Agence France Presse

Explosion dans le centre de Bagdad, au moins sept morts

BAGDAD (Reuters) - Une explosion qui pourrait avoir été provoquée par une voiture piégée a fait au moins sept morts mercredi dans le centre de Bagdad. L’explosion a eu lieu à proximité de l’entrée de la "zone verte", le complexe fortifié qui abrite les locaux de l’armée américaine, du gouvernement intérimaire irakien et de plusieurs missions diplomatiques dans le centre de Bagdad. "J’ai vu sept morts", a déclaré un soldat américain présent sur les lieux de l’explosion, précisant que le bilan pourrait s’alourdir. Les victimes seraient toutes irakiennes. Des dizaines de personnes, des journalistes et des employés irakiens notamment, attendaient de pouvoir entrer dans la zone verte quand l’explosion s’est produite. Un membre de la Garde nationale irakienne a déclaré que deux de ses collègues figuraient au nombre des victimes. Selon lui, plusieurs blessés travaillent au ministère de la Défense.

Des médecins de l’hôpital Jomal Asveyah, situé près de la zone verte, ont dit avoir reçu un homme décédé, son corps presque entièrement brûlé. Deux blessés graves ont également été admis dans cet hôpital. Plusieurs blessés étaient également soignés sur les lieux de l’explosion où des ambulances sont rapidement arrivées.

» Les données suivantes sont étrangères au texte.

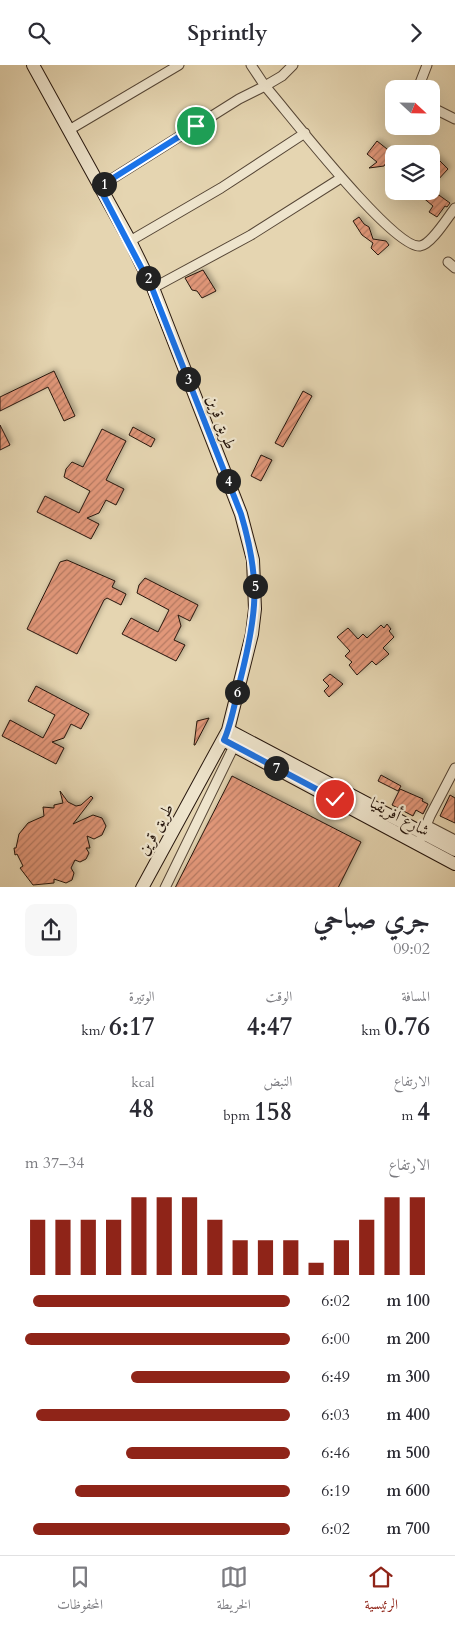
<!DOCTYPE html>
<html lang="ar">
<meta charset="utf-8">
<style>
:root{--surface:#fff;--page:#f7f7f7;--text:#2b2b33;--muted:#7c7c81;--line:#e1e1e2;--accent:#8f2418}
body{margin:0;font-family:Cardo,Amiri,serif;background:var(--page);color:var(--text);direction:rtl;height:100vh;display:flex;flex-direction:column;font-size:19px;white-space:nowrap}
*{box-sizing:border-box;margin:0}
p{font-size:16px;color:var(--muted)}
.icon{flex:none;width:28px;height:28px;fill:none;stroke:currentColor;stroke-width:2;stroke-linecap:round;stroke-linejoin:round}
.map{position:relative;height:822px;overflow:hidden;direction:ltr}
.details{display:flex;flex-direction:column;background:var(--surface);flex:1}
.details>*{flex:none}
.needle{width:32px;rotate:112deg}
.buttons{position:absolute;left:385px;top:15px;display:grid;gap:10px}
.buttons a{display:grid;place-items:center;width:55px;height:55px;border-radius:10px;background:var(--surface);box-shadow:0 5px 20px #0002;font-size:25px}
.pin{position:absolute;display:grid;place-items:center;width:42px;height:42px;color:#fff;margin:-21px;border:2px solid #fff;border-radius:50%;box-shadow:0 1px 5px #0007}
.km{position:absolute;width:25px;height:25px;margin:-12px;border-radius:50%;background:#222;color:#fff;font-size:14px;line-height:25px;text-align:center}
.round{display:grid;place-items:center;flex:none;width:52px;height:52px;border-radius:10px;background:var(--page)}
.head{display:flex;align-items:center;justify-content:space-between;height:85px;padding:0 25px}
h1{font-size:28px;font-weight:800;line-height:38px}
.metrics{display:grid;grid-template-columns:repeat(3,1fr);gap:8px;height:85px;padding:5px 25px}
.metrics div{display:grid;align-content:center}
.metrics b{font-size:25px;font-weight:800}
.metrics small{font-size:14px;font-weight:400}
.metrics p{font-size:14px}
.chart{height:140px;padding:10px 25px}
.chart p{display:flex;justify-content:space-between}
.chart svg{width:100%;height:90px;margin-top:5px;stroke:var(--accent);stroke-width:6}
ul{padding:0 25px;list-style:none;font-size:16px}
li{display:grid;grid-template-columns:80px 60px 1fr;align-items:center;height:38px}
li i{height:12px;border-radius:6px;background:var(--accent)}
header{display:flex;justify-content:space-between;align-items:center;height:65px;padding:0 25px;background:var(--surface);font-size:22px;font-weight:800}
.tab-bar{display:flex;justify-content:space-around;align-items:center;height:70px;border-top:1px solid var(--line);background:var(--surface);font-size:14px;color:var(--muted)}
.tab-bar a{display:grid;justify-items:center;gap:2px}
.tab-bar .current{color:var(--accent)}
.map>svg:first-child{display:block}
.building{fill:url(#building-hatch);stroke:#26160d;filter:url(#shadow)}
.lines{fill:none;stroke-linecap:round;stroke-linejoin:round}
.street-casing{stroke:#564636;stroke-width:11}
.secondary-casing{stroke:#26160d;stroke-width:14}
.street{stroke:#eee4cc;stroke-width:9}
.secondary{stroke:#eee4cc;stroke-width:12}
.route-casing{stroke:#fff;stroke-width:10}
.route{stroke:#1a73e8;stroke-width:6}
.labels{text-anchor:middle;stroke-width:4.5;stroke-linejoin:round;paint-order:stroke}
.street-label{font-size:16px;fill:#26160d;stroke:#eee4cc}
</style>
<header><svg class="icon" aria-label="forward" viewBox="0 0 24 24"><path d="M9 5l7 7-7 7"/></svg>Sprintly<svg class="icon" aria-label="search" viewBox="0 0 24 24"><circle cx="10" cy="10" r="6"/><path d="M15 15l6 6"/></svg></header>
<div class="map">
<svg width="455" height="823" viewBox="0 0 455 823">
<defs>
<pattern id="building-hatch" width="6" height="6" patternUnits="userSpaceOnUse" patternTransform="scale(1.25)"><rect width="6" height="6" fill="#e19779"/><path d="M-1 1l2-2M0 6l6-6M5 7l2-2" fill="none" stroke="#b67a62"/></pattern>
<filter id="shadow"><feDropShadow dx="2.5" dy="-2.5" stdDeviation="2.5" flood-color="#0004"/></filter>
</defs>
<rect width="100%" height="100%" fill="#e5d5b1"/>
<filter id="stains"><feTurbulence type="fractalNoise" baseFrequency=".004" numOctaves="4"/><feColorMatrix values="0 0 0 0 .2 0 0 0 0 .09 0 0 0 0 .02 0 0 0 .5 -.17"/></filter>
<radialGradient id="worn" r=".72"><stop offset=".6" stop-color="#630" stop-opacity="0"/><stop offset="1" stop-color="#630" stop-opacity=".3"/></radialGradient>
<path class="building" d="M377,76L392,88L384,101L369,103L377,97L367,89Z
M431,87L448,104L436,117L431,112Z
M415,126H428L435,131L436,128L450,138L447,142L445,141L437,152L429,147L433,141Z
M359,152L364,159L369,162L373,174L386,176L389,180L378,190L371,183L373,178L362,170L353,156Z
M203,205L216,226L202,233L197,226L192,225L185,213Z
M54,306L75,351L64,356L48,322L0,346V332Z
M303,326L312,331L283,382L275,378Z
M0,360L10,380L0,385Z
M133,362L155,374L151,382L129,370Z
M102,364L126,376L106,415L124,424L116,440L106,435L99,448L87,453L99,459L91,474L37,447L45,431L79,448L90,426L64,412L66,404L72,397L83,402Z
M261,390L272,395L261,416L251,411Z
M67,495L115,516L112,522L126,529L121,540L107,533L104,535L77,589L27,564L60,497Z
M145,513L198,540L190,556L178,550L181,561L174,575L185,580L176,596L122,569L131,553L158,567L169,545L137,528L139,520Z
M387,559L391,564L389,566L394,572L383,583L389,589L376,600L372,596L357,610L349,600L352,597L345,591L350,586L337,572L348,563L358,574L363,569L367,573L381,560L384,563Z
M330,609L343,619L329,632L324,626L329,621L323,615Z
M36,621L89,649L81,664L71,659L64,673L52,677L64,683L56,699L2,671L10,655L43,673L55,650L28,636Z
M209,653L195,680H194L197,656Z
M381,710L401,721L398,726L378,716Z
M232,711L361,777L338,823H175Z
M400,724L423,734L422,736L428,739L423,749L416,745L413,751L392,740Z
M60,726L68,737L76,741L81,740L91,731L93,733L73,759L93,750L102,753L106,761L102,770L94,774L87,771L90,783H86L89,788L86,794L80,797L75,795L71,803L74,808L72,815L66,818L54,814V818L33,820L20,803L23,801L17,789L15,790L14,783H16L19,769L28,758L44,751L43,742L54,743V740L63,738Z
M450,730L455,733V758L440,751Z"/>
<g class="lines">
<defs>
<path id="street" d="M251,0L265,21L282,11L293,0
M421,24L420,18L427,0
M431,42L455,54
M69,65L179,0
M99,122L239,34L265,21C287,46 393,184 420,181C431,180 448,152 455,143
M130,176L221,123L305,68
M448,197L455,203
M153,223L251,170L341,113
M426,760L455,775
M421,773L430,751L455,703
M165,823L236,677"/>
<path id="secondary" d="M33,0L130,176L153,223L241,449L253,495L255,544L252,569L228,665L142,823
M228,665L455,785
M223,675L455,799"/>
</defs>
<use href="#street" class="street-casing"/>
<use href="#secondary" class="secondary-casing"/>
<use href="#street" class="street"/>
<use href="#secondary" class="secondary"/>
</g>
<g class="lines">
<defs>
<path id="route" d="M196,61L99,122L152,223L241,449C261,516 257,549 240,616C235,636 232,657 224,675L335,734"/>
</defs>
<use href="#route" class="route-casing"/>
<use href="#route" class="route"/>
</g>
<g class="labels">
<g class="street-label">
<text transform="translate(222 357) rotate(69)" y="6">طريق قرين</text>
<text transform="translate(400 751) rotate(28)" y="6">شارع أفريقيا</text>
<text transform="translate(155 764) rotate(-61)" y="6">طريق قرين</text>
</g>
</g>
<rect width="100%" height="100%" filter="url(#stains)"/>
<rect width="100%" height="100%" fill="url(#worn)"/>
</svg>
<div class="buttons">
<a><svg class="needle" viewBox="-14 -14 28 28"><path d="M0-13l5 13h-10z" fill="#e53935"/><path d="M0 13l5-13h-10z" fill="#7c7c81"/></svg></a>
<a><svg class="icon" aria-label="layers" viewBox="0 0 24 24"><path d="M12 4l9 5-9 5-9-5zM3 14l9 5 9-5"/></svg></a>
</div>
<div class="pin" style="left:196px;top:61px;background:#1e9e55"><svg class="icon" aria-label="arrive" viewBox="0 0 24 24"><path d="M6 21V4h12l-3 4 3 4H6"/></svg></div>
<div class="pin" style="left:335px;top:734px;background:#d93025"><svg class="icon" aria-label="check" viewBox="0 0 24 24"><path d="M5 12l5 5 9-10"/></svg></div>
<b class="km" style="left:104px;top:119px">1</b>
<b class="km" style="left:148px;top:213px">2</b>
<b class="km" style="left:188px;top:314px">3</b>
<b class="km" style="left:228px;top:416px">4</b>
<b class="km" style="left:255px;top:521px">5</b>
<b class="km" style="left:237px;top:627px">6</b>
<b class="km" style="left:276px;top:703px">7</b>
</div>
<section class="details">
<div class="head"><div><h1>جري صباحي</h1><p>09:02</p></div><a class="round"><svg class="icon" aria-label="share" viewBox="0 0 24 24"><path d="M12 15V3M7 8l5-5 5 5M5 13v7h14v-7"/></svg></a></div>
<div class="metrics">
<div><p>المسافة</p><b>0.76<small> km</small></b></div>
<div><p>الوقت</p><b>4:47</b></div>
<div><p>الوتيرة</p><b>6:17<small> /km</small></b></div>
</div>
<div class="metrics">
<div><p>الارتفاع</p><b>4<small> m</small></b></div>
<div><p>النبض</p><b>158<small> bpm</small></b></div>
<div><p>kcal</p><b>48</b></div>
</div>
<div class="chart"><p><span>الارتفاع</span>34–37 m</p>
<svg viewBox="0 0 160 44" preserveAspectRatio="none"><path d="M5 44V17M15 44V17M25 44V17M35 44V17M45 44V6M55 44V6M65 44V6M75 44V17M85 44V27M95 44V27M105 44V27M115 44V38M125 44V27M135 44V17M145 44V6M155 44V6"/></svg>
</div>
<ul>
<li><b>100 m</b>6:02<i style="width:97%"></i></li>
<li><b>200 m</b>6:00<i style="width:100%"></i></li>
<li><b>300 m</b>6:49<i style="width:60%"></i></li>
<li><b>400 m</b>6:03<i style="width:96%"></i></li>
<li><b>500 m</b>6:46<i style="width:62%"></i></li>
<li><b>600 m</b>6:19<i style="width:81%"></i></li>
<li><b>700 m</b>6:02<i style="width:97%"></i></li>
</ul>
</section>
<nav class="tab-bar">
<a class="current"><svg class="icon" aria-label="home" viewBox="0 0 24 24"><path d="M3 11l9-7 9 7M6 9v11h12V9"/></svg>الرئيسية</a>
<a><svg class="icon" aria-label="map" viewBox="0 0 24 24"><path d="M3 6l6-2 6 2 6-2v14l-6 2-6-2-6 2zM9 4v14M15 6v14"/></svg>الخريطة</a>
<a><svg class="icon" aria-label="saved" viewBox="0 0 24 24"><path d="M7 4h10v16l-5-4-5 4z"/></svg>المحفوظات</a>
</nav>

La bombe a explosé vers 09h30 locales alors que des centaines d’Irakiens travaillant pour les administrations irakiennes, américaines ou britanniques installées dans la zone verte faisaient la queue pour pouvoir entrer à l’intérieur du complexe. "Mon Dieu, mon Dieu, criait une femme, les yeux tournés vers les lieux de l’explosion, qui a détruit au moins quatre voitures et une maison à proximité. Une large colonne de fumée noire s’élevait au dessus du site. Des témoins ont déclaré que la déflagration avait eu lieu à l’endroit où des dizaines de voitures font la queue pour déposer ou prendre des gens qui se rendent ou quittent la zone verte. "Je marchais à côté des voitures (...) Je ne peux plus vous entendre, mes oreilles ne fonctionnent plus", a déclaré Ijwad Kadhim, un témoin.

Il s’agit du plus important attentat de ce type depuis le transfert de souveraineté aux autorités irakiennes le 28 juin 2004.